En la Casa Blanca, el problema de Corea del Norte no es nuevo. Desde los años 90, todos sus presidentes han recurrido a distintas estrategias para intentar desarmar a la dinastía Kim con fórmulas que han ido de las sanciones a la ayuda económica. Bill Clinton transfirió miles de toneladas de petróleo al régimen y le prometió 4.000 millones de dólares para construir un reactor civil a cambio de que renunciara a su programa nuclear. Bush lo incluyó en su «eje del mal» y optó primero por las sanciones, pero después de que Pionyang respondiera retirándose del Tratado de No Proliferación Nuclear trató de negociar y acabó regalándole ayuda humanitaria a cambio de un desarme que no llegó.

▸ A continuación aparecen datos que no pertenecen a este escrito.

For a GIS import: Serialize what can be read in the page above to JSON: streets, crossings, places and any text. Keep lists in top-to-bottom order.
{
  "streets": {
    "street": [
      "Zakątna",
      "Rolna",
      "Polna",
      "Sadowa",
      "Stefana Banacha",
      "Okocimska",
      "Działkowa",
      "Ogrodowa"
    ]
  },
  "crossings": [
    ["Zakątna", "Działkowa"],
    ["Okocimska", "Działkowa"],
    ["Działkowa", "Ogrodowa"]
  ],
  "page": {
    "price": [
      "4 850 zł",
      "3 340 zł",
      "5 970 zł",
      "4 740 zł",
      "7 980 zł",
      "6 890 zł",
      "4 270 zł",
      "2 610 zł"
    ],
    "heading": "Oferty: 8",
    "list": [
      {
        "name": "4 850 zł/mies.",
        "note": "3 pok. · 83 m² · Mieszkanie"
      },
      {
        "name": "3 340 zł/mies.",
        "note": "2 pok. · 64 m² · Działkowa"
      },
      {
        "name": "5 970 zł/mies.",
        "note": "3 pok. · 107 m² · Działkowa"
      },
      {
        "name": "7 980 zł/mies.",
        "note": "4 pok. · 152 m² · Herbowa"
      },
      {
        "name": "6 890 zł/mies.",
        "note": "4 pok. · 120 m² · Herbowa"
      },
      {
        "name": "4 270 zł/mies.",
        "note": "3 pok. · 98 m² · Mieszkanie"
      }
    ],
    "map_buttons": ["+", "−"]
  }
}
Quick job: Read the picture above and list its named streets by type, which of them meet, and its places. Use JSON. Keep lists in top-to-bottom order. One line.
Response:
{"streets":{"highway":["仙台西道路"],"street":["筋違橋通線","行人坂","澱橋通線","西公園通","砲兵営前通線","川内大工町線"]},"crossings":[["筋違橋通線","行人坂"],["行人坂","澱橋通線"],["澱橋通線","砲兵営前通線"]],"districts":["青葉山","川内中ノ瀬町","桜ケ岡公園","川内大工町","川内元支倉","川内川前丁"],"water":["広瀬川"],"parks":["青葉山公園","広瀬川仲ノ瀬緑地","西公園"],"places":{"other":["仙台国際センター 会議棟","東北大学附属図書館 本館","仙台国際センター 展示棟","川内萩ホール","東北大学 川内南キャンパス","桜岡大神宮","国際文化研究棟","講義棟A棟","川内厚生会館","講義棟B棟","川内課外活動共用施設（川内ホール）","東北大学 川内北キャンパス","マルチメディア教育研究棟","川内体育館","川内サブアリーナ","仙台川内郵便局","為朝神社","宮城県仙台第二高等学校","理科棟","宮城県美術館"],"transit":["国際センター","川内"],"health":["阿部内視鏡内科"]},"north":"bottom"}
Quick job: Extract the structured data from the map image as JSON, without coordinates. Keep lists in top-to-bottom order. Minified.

Nada funcionó. Tampoco la «paciencia estratégica» de Obama, una apuesta por contener al régimen a base de sanciones y ciberespionaje. El demócrata acabó convenciéndose de que había que negociar, aunque no dudó en amenazar con «todo el poder militar de EEUU» cuando vio que le daban largas y que el relevo en Corea del Norte solo trajo más ensayos nucleares.

Con Trump en el poder, la tensión ha vuelto a alcanzar cotas alarmantes. Sus bravuconadas en Twitter buscan aparentemente la disuasión, pero con el pirómano de Kim Jong-un al otro lado solo han logrado poner en marcha una escalada de consecuencias imprevisibles. El dictador de los zapatos con alzas parece haber encontrado en el neoyorquino una suerte de alter ego. Los dos son muy impulsivos y volubles, susceptibles y ególatras, tendentes a los faroles y el lenguaje flamígero, un cóctel explosivo cuando se trata de los líderes de dos potencias nucleares. «Las soluciones militares están ya listas, preparadas y cargadas en caso de que Corea del Norte actúe de forma imprudente», escribió el estadounidense en las redes el 11 de agosto.

Desde entonces, su Administración se ha dedicado a desmentirle. El secretario de Estado, Rex Tillerson, y el de Defensa, James Mattis, escribieron esta semana en el Wall Street Journal que su país «no tiene interés en un cambio de régimen o en una reunificación acelerada de la península» y está «dispuesto a negociar». Otros han dicho que la opción militar no es realista porque el coste para Seúl y Tokio, donde Washington tiene decenas de miles de soldados, sería devastador.

Pero Trump es imprevisible y muy débil internamente. No sería el primer presidente en utilizar la guerra como cortina de humo para desviar la atención y ganarse el apoyo popular. Entre tanto, los riesgos de un error de cálculo siguen aumentando. «El peligro de la pugna actual es que la psicología de los dos protagonistas, líderes con grandes egos, muy susceptibles y partidarios de las soluciones maximalistas, lleve a alguno de ellos a tensar demasiado la cuerda», escribió en Newsweek el profesor de la Universidad de Cambridge John Nilsson-Wright.